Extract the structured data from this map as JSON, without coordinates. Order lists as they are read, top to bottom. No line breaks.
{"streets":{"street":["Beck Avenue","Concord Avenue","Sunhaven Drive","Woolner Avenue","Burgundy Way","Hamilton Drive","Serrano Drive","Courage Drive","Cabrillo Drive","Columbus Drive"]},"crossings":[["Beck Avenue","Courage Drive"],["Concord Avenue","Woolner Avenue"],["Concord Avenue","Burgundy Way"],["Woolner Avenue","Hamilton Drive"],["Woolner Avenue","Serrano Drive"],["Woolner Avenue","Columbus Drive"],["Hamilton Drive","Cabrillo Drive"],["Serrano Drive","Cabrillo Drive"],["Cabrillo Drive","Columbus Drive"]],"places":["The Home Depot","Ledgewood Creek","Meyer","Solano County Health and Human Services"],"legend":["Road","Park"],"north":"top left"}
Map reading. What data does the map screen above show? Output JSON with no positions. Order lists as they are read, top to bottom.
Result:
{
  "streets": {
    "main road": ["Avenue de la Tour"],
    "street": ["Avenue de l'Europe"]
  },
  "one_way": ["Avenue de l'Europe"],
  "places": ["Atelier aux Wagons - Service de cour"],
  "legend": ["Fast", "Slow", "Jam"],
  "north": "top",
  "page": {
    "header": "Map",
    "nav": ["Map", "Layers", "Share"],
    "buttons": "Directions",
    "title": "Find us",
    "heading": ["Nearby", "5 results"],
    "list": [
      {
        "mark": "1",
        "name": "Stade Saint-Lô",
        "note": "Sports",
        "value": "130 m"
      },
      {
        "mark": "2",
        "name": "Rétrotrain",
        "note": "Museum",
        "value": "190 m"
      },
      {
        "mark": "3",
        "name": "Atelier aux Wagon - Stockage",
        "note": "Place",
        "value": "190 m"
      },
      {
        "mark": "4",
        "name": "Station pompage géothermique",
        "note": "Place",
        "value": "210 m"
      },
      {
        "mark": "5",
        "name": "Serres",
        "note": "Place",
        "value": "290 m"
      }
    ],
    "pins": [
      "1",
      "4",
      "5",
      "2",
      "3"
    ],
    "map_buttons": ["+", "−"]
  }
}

==============================

Required action →
Print the entries exactly.

Problem solution →
Extract the structured data from this map as JSON, without coordinates. Order lists as they are read, top to bottom. No line breaks.
{"streets":{"street":["Beck Avenue","Concord Avenue","Sunhaven Drive","Woolner Avenue","Burgundy Way","Hamilton Drive","Serrano Drive","Courage Drive","Cabrillo Drive","Columbus Drive"]},"crossings":[["Beck Avenue","Courage Drive"],["Concord Avenue","Woolner Avenue"],["Concord Avenue","Burgundy Way"],["Woolner Avenue","Hamilton Drive"],["Woolner Avenue","Serrano Drive"],["Woolner Avenue","Columbus Drive"],["Hamilton Drive","Cabrillo Drive"],["Serrano Drive","Cabrillo Drive"],["Cabrillo Drive","Columbus Drive"]],"places":["The Home Depot","Ledgewood Creek","Meyer","Solano County Health and Human Services"],"legend":["Road","Park"],"north":"top left"}
Map reading. What data does the map screen above show? Output JSON with no positions. Order lists as they are read, top to bottom.
Result:
{
  "streets": {
    "main road": ["Avenue de la Tour"],
    "street": ["Avenue de l'Europe"]
  },
  "one_way": ["Avenue de l'Europe"],
  "places": ["Atelier aux Wagons - Service de cour"],
  "legend": ["Fast", "Slow", "Jam"],
  "north": "top",
  "page": {
    "header": "Map",
    "nav": ["Map", "Layers", "Share"],
    "buttons": "Directions",
    "title": "Find us",
    "heading": ["Nearby", "5 results"],
    "list": [
      {
        "mark": "1",
        "name": "Stade Saint-Lô",
        "note": "Sports",
        "value": "130 m"
      },
      {
        "mark": "2",
        "name": "Rétrotrain",
        "note": "Museum",
        "value": "190 m"
      },
      {
        "mark": "3",
        "name": "Atelier aux Wagon - Stockage",
        "note": "Place",
        "value": "190 m"
      },
      {
        "mark": "4",
        "name": "Station pompage géothermique",
        "note": "Place",
        "value": "210 m"
      },
      {
        "mark": "5",
        "name": "Serres",
        "note": "Place",
        "value": "290 m"
      }
    ],
    "pins": [
      "1",
      "4",
      "5",
      "2",
      "3"
    ],
    "map_buttons": ["+", "−"]
  }
}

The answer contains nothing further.